Pour Eric Heyer, directeur adjoint au département analyse et prévision de l'Observatoire français des conjonctures économiques (OFCE), cette mesure a un "intérêt de justice et de clarification""Les prestations famille et maladie sont universelles, tout le monde y a droit. Il peut donc paraître curieux que ces prestations reposent sur les salaires", explique Eric Heyer à francetv info. L'économiste fait une distinction entre les prestations sociales universelles (famille, assurance-maladie) et celles qu'il appelle "assurantielles" (comme pour les retraites ou le chômage, la prestation dépend de ce que vous avez cotisé : plus vous payez, plus vous avez droit à une prestation élevée). Conclusion : "Il n'est pas illogique de dire que les prestations touchées par tout le monde soient financées par tout le monde et non plus seulement par les cotisations patronales", souligne Eric Heyer.

Faut-il compenser par une hausse d'impôt...

Pour compenser la hausse des cotisations vieillesse, la baisse des cotisations famille devrait atteindre 1 milliard d'euros en 2014, et plus de 2 milliards d'euros à terme. Mais comment le faire ? Le gouvernement refuse pour le moment de donner ses pistes de travail. Plusieurs solutions s'offrent à lui, comme l'augmentation de la contribution sociale généralisée (CSG), ou celle de la TVA. "Permettez-nous de considérer que c'est dans la discussion", a indiqué Michel Sapin. Une concertation doit être menée sur ce sujet et la "décision" interviendra dans "trois semaines", a promis le ministre. 
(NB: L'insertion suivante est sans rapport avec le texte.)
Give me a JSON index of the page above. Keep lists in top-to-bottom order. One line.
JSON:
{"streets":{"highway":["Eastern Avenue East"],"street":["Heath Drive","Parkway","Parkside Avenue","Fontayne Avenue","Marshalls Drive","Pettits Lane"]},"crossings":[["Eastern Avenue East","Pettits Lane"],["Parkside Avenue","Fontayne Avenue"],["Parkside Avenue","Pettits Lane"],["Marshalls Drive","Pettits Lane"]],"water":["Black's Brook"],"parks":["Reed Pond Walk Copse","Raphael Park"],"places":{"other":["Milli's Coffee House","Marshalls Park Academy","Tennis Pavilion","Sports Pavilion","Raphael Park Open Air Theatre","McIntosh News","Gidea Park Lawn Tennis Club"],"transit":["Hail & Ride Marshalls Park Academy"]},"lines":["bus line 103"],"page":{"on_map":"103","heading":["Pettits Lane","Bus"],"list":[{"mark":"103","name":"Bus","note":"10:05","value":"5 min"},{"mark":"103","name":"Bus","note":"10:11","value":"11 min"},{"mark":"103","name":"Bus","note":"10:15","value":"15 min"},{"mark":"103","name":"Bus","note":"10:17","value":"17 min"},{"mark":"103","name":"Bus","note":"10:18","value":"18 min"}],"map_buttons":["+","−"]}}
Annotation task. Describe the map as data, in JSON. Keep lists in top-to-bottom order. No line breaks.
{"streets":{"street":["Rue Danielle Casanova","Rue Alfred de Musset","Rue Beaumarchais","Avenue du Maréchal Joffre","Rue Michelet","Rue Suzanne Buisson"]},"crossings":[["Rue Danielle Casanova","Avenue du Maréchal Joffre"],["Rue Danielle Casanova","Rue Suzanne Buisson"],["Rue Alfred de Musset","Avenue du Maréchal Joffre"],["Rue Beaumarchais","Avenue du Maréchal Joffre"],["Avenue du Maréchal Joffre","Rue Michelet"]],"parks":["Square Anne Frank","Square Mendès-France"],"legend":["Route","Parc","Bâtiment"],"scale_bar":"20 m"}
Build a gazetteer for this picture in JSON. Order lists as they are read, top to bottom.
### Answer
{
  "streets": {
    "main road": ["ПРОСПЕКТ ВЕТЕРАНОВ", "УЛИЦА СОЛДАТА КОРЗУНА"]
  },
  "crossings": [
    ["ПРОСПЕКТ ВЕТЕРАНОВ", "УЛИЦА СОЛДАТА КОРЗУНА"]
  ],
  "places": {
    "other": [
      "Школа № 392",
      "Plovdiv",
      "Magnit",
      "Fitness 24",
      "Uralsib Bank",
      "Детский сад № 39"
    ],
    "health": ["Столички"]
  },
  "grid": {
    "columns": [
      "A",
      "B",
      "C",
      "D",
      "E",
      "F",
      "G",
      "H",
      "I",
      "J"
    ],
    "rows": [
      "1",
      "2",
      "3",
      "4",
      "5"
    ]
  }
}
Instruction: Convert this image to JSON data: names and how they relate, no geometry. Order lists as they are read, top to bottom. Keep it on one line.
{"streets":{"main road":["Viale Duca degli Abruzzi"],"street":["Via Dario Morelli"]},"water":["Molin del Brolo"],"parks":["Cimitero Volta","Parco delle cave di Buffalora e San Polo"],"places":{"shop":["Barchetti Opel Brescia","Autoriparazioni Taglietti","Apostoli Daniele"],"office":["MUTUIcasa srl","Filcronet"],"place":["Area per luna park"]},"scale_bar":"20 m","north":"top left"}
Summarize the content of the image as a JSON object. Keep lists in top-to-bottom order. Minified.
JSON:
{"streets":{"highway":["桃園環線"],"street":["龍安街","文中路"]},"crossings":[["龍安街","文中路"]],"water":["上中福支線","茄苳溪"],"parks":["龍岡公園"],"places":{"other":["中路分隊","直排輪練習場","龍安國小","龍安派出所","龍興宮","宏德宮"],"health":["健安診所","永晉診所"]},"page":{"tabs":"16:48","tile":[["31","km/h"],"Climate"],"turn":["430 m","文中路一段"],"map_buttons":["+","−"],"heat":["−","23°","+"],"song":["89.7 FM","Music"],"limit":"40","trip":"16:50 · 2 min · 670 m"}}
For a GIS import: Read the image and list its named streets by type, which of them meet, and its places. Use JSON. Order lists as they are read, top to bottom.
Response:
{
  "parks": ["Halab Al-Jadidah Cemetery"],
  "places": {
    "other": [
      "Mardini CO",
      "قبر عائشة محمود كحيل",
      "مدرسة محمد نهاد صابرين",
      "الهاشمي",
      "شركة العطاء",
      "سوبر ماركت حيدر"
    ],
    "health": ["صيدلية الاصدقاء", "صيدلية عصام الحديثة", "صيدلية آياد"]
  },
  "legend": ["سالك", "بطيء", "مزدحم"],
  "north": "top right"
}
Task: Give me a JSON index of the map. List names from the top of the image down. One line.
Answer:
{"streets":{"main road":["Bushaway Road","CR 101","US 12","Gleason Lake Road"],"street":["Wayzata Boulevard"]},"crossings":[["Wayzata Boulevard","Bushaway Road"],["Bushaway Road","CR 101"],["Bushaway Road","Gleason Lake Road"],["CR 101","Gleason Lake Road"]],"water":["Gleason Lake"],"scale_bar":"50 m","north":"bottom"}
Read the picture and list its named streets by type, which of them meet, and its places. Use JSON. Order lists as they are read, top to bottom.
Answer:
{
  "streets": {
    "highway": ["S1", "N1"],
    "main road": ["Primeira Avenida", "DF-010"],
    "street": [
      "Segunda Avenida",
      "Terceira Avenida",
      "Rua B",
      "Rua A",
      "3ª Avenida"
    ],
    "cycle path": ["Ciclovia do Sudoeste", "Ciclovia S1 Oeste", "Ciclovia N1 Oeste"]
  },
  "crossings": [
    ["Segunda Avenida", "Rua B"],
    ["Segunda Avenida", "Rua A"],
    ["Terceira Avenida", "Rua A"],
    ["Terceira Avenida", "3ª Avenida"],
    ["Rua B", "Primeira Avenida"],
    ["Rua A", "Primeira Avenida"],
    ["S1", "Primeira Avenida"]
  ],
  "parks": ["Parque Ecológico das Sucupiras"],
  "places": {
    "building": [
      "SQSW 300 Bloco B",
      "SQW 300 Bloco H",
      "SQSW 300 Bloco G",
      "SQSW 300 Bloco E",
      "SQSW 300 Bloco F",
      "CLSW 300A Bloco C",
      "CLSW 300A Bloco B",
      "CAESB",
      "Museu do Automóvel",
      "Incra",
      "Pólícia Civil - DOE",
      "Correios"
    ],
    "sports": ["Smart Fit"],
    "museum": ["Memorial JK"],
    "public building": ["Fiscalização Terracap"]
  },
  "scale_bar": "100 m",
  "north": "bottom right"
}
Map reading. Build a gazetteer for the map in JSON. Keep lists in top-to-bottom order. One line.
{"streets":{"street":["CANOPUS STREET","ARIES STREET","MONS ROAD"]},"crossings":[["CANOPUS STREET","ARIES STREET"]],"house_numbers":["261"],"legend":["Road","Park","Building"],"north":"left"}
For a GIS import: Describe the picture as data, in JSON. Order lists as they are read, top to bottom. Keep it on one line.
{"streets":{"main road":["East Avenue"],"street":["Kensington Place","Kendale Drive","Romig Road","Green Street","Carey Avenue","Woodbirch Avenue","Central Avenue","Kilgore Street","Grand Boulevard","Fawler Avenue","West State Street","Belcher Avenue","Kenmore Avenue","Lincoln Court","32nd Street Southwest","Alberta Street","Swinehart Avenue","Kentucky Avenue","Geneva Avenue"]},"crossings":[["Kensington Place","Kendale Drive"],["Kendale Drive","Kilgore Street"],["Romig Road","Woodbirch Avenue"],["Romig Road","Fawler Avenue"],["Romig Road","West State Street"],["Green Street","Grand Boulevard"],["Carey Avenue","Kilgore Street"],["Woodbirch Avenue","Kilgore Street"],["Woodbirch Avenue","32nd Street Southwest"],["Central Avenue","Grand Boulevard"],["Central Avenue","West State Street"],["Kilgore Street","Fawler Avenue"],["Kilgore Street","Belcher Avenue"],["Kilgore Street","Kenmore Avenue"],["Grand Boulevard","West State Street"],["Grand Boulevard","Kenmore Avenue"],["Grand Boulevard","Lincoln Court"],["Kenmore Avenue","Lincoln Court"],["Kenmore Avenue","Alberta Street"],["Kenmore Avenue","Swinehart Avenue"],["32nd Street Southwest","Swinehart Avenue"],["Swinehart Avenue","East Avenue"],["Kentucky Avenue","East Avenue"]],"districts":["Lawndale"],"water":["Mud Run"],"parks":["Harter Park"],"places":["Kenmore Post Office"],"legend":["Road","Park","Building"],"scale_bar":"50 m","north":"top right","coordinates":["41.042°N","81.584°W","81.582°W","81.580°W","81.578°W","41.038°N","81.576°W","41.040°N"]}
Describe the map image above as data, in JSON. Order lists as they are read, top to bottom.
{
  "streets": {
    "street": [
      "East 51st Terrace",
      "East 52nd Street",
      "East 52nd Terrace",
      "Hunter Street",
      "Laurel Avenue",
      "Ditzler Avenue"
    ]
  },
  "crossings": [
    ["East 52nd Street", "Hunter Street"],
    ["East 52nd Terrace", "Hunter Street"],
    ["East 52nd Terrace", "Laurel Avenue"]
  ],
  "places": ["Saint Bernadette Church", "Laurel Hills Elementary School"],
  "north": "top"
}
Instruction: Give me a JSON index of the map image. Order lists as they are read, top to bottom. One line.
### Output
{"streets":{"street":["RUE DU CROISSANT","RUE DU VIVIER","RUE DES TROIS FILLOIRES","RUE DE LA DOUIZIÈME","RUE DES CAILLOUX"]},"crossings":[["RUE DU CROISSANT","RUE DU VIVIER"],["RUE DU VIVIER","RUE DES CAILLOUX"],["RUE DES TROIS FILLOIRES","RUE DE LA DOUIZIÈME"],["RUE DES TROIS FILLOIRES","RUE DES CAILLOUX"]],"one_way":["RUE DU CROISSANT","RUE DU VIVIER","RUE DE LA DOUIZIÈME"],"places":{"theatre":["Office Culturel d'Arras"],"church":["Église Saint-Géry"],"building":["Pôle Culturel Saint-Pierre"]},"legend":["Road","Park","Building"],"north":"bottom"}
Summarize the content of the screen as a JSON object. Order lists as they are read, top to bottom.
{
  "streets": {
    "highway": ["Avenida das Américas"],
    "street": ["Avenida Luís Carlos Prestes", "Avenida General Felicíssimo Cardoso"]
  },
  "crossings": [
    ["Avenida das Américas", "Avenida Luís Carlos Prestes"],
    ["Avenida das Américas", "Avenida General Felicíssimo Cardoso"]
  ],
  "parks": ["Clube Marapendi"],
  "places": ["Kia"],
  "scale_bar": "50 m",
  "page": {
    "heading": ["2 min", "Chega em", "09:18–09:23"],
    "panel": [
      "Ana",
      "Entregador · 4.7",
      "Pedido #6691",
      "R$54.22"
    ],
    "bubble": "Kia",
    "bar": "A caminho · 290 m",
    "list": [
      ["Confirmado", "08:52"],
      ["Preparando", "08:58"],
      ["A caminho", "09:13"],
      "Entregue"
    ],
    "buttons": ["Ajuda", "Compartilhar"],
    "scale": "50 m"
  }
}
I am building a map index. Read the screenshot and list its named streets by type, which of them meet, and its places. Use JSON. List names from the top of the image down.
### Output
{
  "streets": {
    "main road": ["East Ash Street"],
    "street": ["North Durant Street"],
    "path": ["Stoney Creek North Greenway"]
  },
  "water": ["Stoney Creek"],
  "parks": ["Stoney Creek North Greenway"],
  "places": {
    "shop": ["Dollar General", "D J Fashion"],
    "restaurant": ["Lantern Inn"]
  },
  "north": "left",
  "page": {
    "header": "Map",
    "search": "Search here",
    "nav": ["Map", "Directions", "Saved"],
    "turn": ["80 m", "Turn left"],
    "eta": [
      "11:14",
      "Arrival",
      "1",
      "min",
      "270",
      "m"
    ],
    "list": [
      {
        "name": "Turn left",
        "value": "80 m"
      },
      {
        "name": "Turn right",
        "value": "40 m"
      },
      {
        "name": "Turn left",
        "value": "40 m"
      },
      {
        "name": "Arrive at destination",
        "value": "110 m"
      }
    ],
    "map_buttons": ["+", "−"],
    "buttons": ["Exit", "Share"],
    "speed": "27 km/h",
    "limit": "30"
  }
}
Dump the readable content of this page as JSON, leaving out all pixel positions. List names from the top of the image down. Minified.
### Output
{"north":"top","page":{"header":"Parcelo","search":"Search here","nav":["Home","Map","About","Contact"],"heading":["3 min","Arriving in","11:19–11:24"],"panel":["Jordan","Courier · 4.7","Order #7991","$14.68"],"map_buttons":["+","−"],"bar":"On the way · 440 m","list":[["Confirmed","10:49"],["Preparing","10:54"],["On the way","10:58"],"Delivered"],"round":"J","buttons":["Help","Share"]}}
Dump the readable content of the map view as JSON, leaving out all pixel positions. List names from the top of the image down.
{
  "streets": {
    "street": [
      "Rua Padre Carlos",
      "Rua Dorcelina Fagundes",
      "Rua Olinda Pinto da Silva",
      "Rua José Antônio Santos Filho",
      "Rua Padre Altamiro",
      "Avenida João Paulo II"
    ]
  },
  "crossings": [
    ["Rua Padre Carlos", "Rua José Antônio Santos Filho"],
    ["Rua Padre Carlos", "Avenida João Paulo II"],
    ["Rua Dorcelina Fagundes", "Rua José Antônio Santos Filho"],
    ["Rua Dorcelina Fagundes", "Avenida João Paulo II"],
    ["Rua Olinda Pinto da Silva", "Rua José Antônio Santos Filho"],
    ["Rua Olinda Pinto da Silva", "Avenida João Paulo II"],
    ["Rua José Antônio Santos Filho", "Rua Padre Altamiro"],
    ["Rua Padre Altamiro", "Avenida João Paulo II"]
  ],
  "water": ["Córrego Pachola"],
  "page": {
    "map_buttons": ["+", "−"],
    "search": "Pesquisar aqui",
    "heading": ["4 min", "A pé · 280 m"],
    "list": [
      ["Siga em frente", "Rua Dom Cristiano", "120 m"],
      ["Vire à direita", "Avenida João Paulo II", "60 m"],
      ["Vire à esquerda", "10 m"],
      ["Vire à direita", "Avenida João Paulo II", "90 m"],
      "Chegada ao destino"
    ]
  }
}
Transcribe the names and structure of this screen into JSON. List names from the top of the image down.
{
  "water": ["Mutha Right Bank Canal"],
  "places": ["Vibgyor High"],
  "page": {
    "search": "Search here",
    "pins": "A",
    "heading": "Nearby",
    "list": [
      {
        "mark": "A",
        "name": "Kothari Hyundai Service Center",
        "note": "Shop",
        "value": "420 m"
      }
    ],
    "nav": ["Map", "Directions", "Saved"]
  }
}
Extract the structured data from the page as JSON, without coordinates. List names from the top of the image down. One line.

Le gouvernement prendra-t-il le risque politique d'une augmentation de la CSG ou de la TVA alors même que le ministre de l'Economie, Pierre Moscovici, s'est dit le 20 août très sensible au "ras-le-bol fiscal" ? Si la CSG apparaît comme l'outil idéal (basé sur les revenus et non la consommation, contrairement à la TVA), cette piste est épineuse. "Politiquement, cela n'a pas de sens, on ne va pas augmenter la CSG trois semaines après avoir déclaré que l’on y renonçait pour préserver la consommation des ménages", explique un conseiller ministériel à Libération (article payant). Mais l'hypothèse d'une augmentation de la CSG reste probable au-delà de 2014. 

... ou trouver d'autres solutions ?

Le Parisien (article payant) avance d'autres pistes encore pour financer ce transfert de cotisations : les "dépenses (de la branche famille) étant calculées sur l'évolution des prix et ses recettes sur les salaires, son budget augmente mécaniquement en cette période de stagnation des prix". Par ailleurs, la baisse du quotient familial devrait faire économiser 1 milliard d'euros en 2014. Le quotidien évoque aussi la possibilité de moduler les taxes sur l'alcool, le tabac ou encore l'assurance-vie, qui participent "pour 7 milliards d'euros au budget de la branche famille"

Le gouvernement pourrait ne pas vouloir augmenter la pression fiscale pour concilier compétitivité des entreprises et consommation des ménages. C'est que sa marge de manœuvre est réduite s'il veut préserver le pouvoir d'achat des français et ne pas alourdir le coût du travail. Eric Heyer prévient : "En cas de hausse d'impôt, les effets bénéfiques sur les entreprises risquent d'être en partie ou intégralement rognés par des effets négatifs sur la consommation." "Aujourd'hui, au vu des études de conjoncture, la contrainte principale des entreprises, c'est une contrainte de demande : leurs carnets de commandes sont vides. Donc, en pénalisant la demande (la consommation), il ne faut pas attendre de miracles à court terme, on ne va pas relancer l'économie", complète l'économiste de l'OFCE.